### MATERIAL FOR THIS TASK
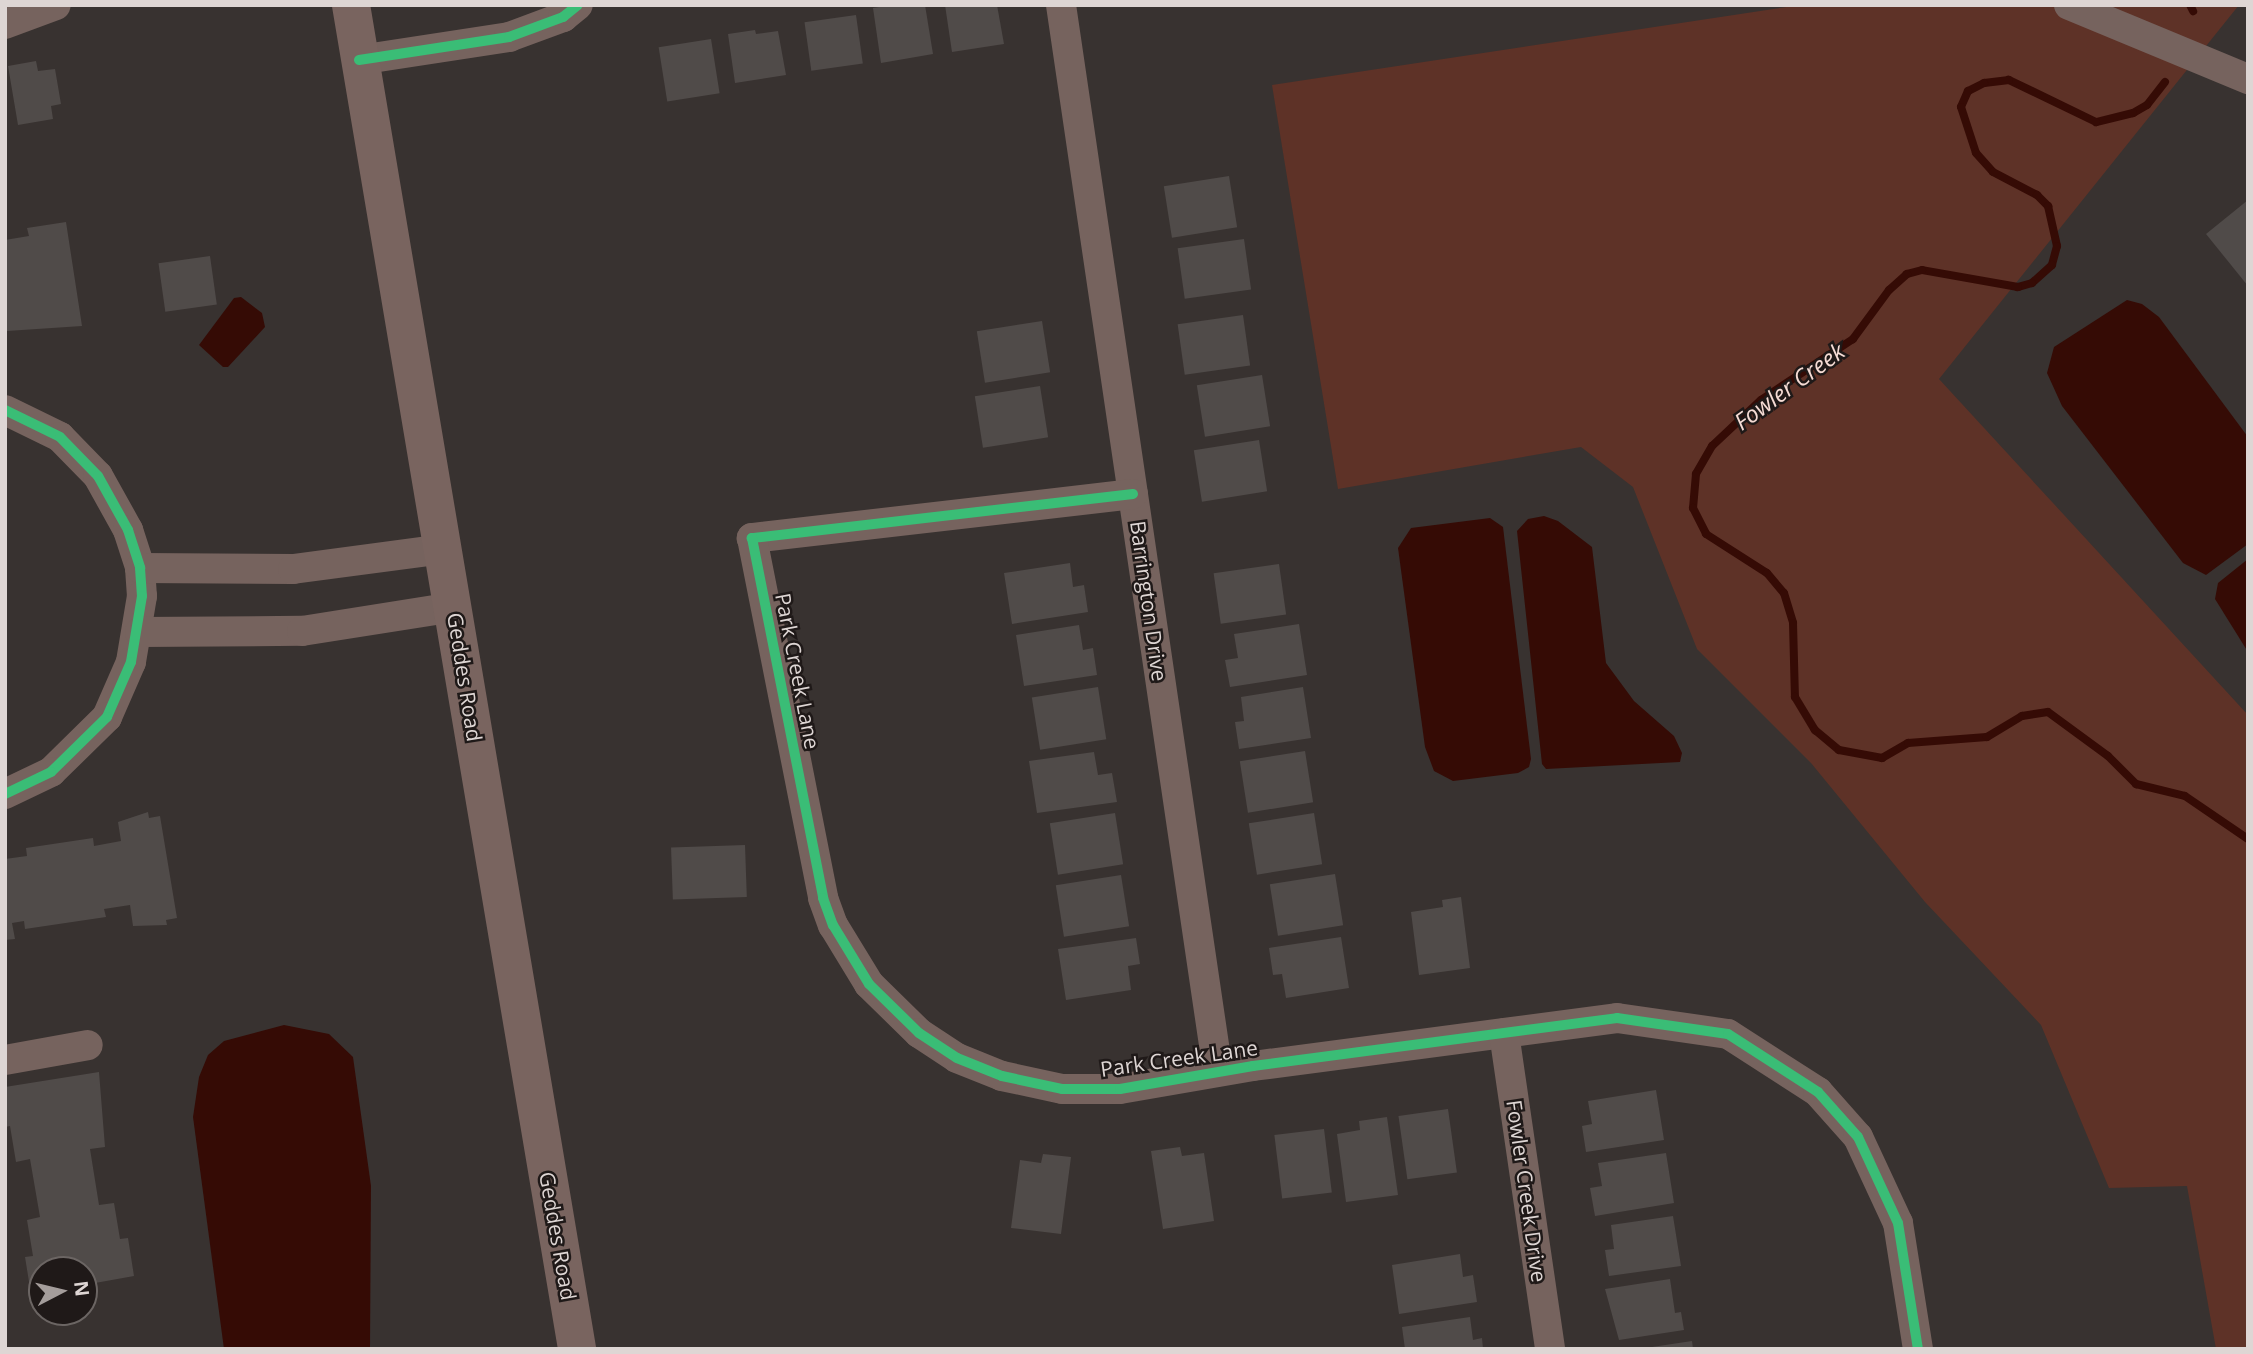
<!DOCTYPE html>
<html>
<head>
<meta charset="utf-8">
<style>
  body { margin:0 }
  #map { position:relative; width:2253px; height:1354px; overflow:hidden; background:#383230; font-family:"Open Sans",sans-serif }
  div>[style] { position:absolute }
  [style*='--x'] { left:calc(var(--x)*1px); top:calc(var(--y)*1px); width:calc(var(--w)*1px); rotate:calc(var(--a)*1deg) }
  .green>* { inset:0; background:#5e3227 }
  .water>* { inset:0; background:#350b05 }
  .stream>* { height:8px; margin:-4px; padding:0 4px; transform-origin:4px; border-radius:4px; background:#350b05 }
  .building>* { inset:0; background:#504b49; transform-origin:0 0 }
  .minor>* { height:30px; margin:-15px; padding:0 15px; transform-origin:15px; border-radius:15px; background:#76635e }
  .secondary>* { height:38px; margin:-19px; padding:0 19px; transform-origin:19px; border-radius:19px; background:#79645f }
  .cycleway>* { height:10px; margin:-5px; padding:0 5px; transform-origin:5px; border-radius:5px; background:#3abd76 }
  span { translate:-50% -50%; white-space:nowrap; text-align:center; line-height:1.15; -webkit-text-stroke:5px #1f1918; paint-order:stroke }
  .street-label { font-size:21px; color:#ded6d4 }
  .water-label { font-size:23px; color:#f6dcd5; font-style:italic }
  .frame { position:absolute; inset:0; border:7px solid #ded6d4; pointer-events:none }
  .north { position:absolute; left:28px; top:1256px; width:70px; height:70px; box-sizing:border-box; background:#1f1918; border:2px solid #6b6563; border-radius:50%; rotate:83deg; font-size:19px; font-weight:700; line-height:28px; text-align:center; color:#ded6d4 }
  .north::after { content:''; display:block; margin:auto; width:24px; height:32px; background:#a49d9b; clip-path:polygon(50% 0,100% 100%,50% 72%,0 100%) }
</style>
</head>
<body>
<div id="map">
  <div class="green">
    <div style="clip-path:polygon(1800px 5px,2239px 5px,1939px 379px,2248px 715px,2248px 1349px,2216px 1349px,2187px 1186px,2109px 1188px,2041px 1025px,1925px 902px,1811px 763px,1697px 649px,1633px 487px,1581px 447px,1338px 489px,1272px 85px)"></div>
  </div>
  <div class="water">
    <div style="clip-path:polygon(241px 297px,262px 313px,265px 327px,228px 367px,223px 367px,199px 345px,234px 298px)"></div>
    <div style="clip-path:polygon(2127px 300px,2142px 304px,2159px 317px,2248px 437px,2248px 544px,2206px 575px,2183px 563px,2062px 406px,2047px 373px,2054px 347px)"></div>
    <div style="clip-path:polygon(1544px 516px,1558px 521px,1592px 547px,1606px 663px,1634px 701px,1674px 736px,1682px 753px,1680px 762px,1546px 769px,1542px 764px,1517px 531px,1528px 519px)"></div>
    <div style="clip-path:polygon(1490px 518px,1503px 527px,1531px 759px,1529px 767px,1518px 773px,1453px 781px,1434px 771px,1425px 747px,1398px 548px,1411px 528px)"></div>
    <div style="clip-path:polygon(2248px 559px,2248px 652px,2215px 599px,2218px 583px)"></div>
    <div style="clip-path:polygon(284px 1025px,329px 1034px,353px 1057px,371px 1186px,370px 1349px,224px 1349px,193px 1117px,199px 1077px,208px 1055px,224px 1041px)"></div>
  </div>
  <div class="stream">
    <div style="--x:2190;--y:5;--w:7;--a:63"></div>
    <div style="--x:2165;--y:82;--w:29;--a:128"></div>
    <div style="--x:2147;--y:105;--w:16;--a:150"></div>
    <div style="--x:2133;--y:113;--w:38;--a:166"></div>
    <div style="--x:2096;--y:122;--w:97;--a:-154.2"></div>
    <div style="--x:2009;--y:80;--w:25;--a:173"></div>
    <div style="--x:1984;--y:83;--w:18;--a:153"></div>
    <div style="--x:1968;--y:91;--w:17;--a:114"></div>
    <div style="--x:1961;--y:107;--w:48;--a:71.9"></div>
    <div style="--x:1976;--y:153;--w:25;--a:48"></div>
    <div style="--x:1993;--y:172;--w:50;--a:27.6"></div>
    <div style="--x:2037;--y:195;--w:16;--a:45"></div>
    <div style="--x:2048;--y:206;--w:41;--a:77.3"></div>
    <div style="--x:2057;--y:246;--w:20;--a:105"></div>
    <div style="--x:2052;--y:265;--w:27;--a:138"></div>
    <div style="--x:2032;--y:283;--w:15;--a:164"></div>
    <div style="--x:2018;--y:287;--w:97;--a:-170"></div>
    <div style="--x:1922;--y:270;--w:16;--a:165"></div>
    <div style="--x:1907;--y:274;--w:24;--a:138"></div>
    <div style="--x:1889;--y:290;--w:61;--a:126.3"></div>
    <div style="--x:1853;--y:339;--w:110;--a:146.5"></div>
    <div style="--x:1761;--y:400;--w:67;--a:136.8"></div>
    <div style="--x:1712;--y:446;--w:32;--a:120"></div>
    <div style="--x:1696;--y:474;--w:34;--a:95"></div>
    <div style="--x:1693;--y:508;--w:29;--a:63"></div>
    <div style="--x:1706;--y:534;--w:72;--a:32.6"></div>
    <div style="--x:1767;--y:573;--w:26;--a:50"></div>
    <div style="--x:1784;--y:593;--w:31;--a:73"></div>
    <div style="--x:1793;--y:623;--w:74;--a:88.5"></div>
    <div style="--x:1795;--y:697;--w:39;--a:59"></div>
    <div style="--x:1815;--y:730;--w:31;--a:40"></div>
    <div style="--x:1839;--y:750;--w:44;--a:10.5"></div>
    <div style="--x:1882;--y:758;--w:30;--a:-30"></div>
    <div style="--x:1908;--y:743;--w:79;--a:-4.3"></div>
    <div style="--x:1987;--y:737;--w:41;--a:-31"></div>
    <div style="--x:2022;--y:716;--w:26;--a:-9"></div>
    <div style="--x:2048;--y:712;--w:74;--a:36.3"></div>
    <div style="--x:2108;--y:756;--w:40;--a:45"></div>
    <div style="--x:2136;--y:784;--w:50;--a:13.8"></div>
    <div style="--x:2185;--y:796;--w:76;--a:34.3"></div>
  </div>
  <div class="building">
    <div style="clip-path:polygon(892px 5px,925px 5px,933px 54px,881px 63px,873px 8px)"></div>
    <div style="clip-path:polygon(945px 5px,997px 5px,1004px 44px,952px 52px)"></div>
    <div style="left:856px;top:15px;width:49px;height:52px;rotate:82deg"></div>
    <div style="clip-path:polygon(755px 30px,756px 34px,778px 31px,786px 75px,735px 83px,728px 34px)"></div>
    <div style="left:711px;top:39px;width:55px;height:53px;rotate:81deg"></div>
    <div style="clip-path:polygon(36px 61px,38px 71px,55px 69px,61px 104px,51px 106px,53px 119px,18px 125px,8px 66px)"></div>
    <div style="left:1229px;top:176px;width:52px;height:66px;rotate:81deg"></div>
    <div style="clip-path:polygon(2248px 200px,2248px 286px,2206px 234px)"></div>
    <div style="clip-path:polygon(66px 222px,82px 326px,7px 331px,5px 240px,29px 236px,27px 228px)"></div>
    <div style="left:1244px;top:239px;width:51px;height:67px;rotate:82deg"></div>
    <div style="left:210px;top:256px;width:49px;height:52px;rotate:82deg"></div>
    <div style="left:1243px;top:315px;width:51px;height:66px;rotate:82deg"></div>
    <div style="left:1042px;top:321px;width:52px;height:66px;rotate:81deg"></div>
    <div style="left:1262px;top:375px;width:52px;height:66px;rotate:81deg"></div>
    <div style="left:1040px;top:386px;width:52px;height:66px;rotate:81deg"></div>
    <div style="left:1259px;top:440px;width:52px;height:66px;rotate:81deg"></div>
    <div style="clip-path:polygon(1070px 563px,1073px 587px,1084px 585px,1088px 612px,1012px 624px,1004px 573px)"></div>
    <div style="left:1279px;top:564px;width:51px;height:66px;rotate:82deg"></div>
    <div style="clip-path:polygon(1299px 624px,1307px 675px,1230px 687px,1225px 660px,1238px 658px,1234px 634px)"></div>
    <div style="clip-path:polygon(1079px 625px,1083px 650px,1093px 648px,1097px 675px,1024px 686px,1016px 635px)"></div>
    <div style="left:1098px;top:687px;width:53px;height:67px;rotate:81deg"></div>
    <div style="clip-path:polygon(1303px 687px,1311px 738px,1239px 749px,1235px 722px,1244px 721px,1241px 697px)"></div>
    <div style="left:1305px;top:751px;width:52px;height:66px;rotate:81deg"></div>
    <div style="clip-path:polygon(1094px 752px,1098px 775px,1112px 773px,1117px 802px,1037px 813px,1029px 761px)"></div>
    <div style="clip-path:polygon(148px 812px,149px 818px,160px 816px,177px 918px,166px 920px,167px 925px,133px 926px,130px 905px,104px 909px,106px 917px,25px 929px,24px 921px,12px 923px,15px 939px,5px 940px,5px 859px,27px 856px,26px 848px,93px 838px,94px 846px,121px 841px,118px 822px)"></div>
    <div style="left:1115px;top:813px;width:52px;height:66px;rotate:81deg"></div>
    <div style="left:1314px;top:813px;width:52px;height:66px;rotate:81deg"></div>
    <div style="left:745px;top:845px;width:52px;height:74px;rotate:88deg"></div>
    <div style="left:1335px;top:874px;width:52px;height:66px;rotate:81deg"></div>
    <div style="left:1121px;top:875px;width:52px;height:66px;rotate:81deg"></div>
    <div style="clip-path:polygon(1461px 897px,1470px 968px,1419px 975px,1411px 912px,1443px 907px,1442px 900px)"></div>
    <div style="clip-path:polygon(1341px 937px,1349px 988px,1286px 998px,1282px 974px,1273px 975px,1269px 948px)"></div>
    <div style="clip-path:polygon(1136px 938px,1140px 964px,1128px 966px,1131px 990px,1066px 1000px,1058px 949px)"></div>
    <div style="clip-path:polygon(99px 1072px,105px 1147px,90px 1149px,99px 1205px,114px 1203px,120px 1239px,128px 1238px,134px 1276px,84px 1285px,84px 1270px,42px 1270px,42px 1292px,31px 1294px,25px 1257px,33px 1256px,27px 1220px,40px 1217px,30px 1159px,16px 1162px,10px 1126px,5px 1127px,5px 1087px)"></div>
    <div style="clip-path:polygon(1656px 1090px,1664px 1140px,1586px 1152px,1582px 1126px,1592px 1124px,1588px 1101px)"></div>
    <div style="left:1448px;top:1109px;width:64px;height:50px;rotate:82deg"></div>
    <div style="clip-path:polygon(1387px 1117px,1398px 1195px,1346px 1202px,1337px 1134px,1360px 1130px,1359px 1121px)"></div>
    <div style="left:1324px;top:1129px;width:64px;height:50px;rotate:83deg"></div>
    <div style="clip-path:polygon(1180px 1147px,1182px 1156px,1204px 1153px,1214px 1221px,1163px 1229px,1151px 1151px)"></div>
    <div style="clip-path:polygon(1666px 1153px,1674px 1203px,1595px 1216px,1590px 1188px,1602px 1186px,1598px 1163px)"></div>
    <div style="clip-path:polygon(1043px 1154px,1071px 1157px,1061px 1234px,1011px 1228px,1020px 1160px,1041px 1163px)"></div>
    <div style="clip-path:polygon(1673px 1216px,1681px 1266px,1609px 1276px,1605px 1250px,1614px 1249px,1611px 1225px)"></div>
    <div style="clip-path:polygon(1460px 1254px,1463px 1277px,1473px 1275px,1477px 1302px,1399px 1314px,1392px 1265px)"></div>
    <div style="clip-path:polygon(1670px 1279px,1675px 1313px,1681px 1312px,1684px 1330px,1619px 1340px,1605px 1289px)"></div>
    <div style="clip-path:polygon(1470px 1317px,1473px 1340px,1482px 1338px,1483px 1349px,1405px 1349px,1402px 1327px)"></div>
    <div style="clip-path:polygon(1692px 1341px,1693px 1349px,1652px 1349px,1652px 1347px)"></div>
  </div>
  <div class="minor">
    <div style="--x:1061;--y:5;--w:1078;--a:81.63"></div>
    <div style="--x:2069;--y:5;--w:194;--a:22.5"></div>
    <div style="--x:5;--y:24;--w:54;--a:-20.4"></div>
    <div style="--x:359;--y:60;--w:152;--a:-8.7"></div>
    <div style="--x:509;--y:37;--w:58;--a:-20.3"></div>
    <div style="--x:563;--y:17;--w:19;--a:-39"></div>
    <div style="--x:5;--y:410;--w:61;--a:26.1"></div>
    <div style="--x:60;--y:437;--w:54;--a:45.7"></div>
    <div style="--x:98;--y:476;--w:62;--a:60.9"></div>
    <div style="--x:128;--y:530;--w:40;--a:72"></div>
    <div style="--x:140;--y:568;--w:28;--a:86"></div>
    <div style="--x:142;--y:596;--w:67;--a:99.5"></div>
    <div style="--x:131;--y:662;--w:60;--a:113.6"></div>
    <div style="--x:107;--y:717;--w:78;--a:135.5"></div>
    <div style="--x:51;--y:772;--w:51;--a:154.4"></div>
    <div style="--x:1133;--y:494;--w:384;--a:173.4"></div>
    <div style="--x:752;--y:538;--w:367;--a:78.8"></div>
    <div style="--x:823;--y:898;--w:29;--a:70"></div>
    <div style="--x:833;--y:925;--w:69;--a:58.6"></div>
    <div style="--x:869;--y:984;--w:70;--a:44.4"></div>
    <div style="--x:919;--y:1033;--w:45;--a:33.3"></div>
    <div style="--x:957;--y:1058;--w:48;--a:21.8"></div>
    <div style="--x:1002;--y:1076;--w:61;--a:12.2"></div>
    <div style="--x:1062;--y:1089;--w:58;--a:0"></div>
    <div style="--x:1120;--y:1089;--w:135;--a:-9.8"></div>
    <div style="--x:1253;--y:1066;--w:367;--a:-7.5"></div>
    <div style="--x:1617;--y:1018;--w:112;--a:8.2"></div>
    <div style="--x:1728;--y:1034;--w:107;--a:32.8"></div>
    <div style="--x:1818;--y:1092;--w:60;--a:48.4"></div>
    <div style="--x:1858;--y:1137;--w:95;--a:65.1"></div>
    <div style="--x:1898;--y:1223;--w:128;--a:81"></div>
    <div style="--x:140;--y:568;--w:153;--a:0.4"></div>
    <div style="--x:293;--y:569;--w:151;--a:-7.6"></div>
    <div style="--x:140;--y:632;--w:162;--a:-0.4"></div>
    <div style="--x:302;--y:631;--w:153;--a:-9"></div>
    <div style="--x:1504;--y:1033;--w:319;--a:81.7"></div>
    <div style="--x:5;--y:1060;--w:84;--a:-10.2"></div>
  </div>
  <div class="secondary">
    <div style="--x:351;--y:5;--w:1363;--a:80.45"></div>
  </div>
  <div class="cycleway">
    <div style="--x:359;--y:60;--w:152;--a:-8.7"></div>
    <div style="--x:509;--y:37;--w:58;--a:-20.3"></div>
    <div style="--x:563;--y:17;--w:19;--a:-39"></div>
    <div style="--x:5;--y:410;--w:61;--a:26.1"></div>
    <div style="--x:60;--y:437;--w:54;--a:45.7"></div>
    <div style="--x:98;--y:476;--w:62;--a:60.9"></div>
    <div style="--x:128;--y:530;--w:40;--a:72"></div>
    <div style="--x:140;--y:568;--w:28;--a:86"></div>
    <div style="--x:142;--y:596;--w:67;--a:99.5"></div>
    <div style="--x:131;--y:662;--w:60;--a:113.6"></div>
    <div style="--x:107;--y:717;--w:78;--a:135.5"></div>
    <div style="--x:51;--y:772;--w:51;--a:154.4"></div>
    <div style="--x:1133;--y:494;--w:384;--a:173.4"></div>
    <div style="--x:752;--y:538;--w:367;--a:78.8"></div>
    <div style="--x:823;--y:898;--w:29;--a:70"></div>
    <div style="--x:833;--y:925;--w:69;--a:58.6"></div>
    <div style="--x:869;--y:984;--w:70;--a:44.4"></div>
    <div style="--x:919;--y:1033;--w:45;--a:33.3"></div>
    <div style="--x:957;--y:1058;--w:48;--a:21.8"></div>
    <div style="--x:1002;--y:1076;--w:61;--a:12.2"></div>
    <div style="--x:1062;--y:1089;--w:58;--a:0"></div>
    <div style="--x:1120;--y:1089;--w:135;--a:-9.8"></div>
    <div style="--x:1253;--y:1066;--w:367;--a:-7.5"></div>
    <div style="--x:1617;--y:1018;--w:112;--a:8.2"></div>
    <div style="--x:1728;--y:1034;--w:107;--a:32.8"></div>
    <div style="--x:1818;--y:1092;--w:60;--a:48.4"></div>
    <div style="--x:1858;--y:1137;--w:95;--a:65.1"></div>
    <div style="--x:1898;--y:1223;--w:128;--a:81"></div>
  </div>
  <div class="street-label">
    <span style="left:1149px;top:601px;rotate:82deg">Barrington Drive</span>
    <span style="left:798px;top:671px;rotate:79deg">Park Creek Lane</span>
    <span style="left:465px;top:677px;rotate:81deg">Geddes Road</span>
    <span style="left:1179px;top:1058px;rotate:-8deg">Park Creek Lane</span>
    <span style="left:1527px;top:1191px;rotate:82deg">Fowler Creek Drive</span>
    <span style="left:558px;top:1236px;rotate:80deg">Geddes Road</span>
  </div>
  <div class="water-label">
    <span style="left:1789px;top:386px;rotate:-36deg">Fowler Creek</span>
  </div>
  <div class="frame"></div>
  <div class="north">N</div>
</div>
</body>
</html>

### EXERCISE PROMPT
Begin at the first line of the entries above and return each line exactly, stopping after the line that contains "position:absolute; left:28px; top:1256px;". Pictures do not belong in the copy.

### TASK ANSWER
<!DOCTYPE html>
<html>
<head>
<meta charset="utf-8">
<style>
  body { margin:0 }
  #map { position:relative; width:2253px; height:1354px; overflow:hidden; background:#383230; font-family:"Open Sans",sans-serif }
  div>[style] { position:absolute }
  [style*='--x'] { left:calc(var(--x)*1px); top:calc(var(--y)*1px); width:calc(var(--w)*1px); rotate:calc(var(--a)*1deg) }
  .green>* { inset:0; background:#5e3227 }
  .water>* { inset:0; background:#350b05 }
  .stream>* { height:8px; margin:-4px; padding:0 4px; transform-origin:4px; border-radius:4px; background:#350b05 }
  .building>* { inset:0; background:#504b49; transform-origin:0 0 }
  .minor>* { height:30px; margin:-15px; padding:0 15px; transform-origin:15px; border-radius:15px; background:#76635e }
  .secondary>* { height:38px; margin:-19px; padding:0 19px; transform-origin:19px; border-radius:19px; background:#79645f }
  .cycleway>* { height:10px; margin:-5px; padding:0 5px; transform-origin:5px; border-radius:5px; background:#3abd76 }
  span { translate:-50% -50%; white-space:nowrap; text-align:center; line-height:1.15; -webkit-text-stroke:5px #1f1918; paint-order:stroke }
  .street-label { font-size:21px; color:#ded6d4 }
  .water-label { font-size:23px; color:#f6dcd5; font-style:italic }
  .frame { position:absolute; inset:0; border:7px solid #ded6d4; pointer-events:none }
  .north { position:absolute; left:28px; top:1256px; width:70px; height:70px; box-sizing:border-box; background:#1f1918; border:2px solid #6b6563; border-radius:50%; rotate:83deg; font-size:19px; font-weight:700; line-height:28px; text-align:center; color:#ded6d4 }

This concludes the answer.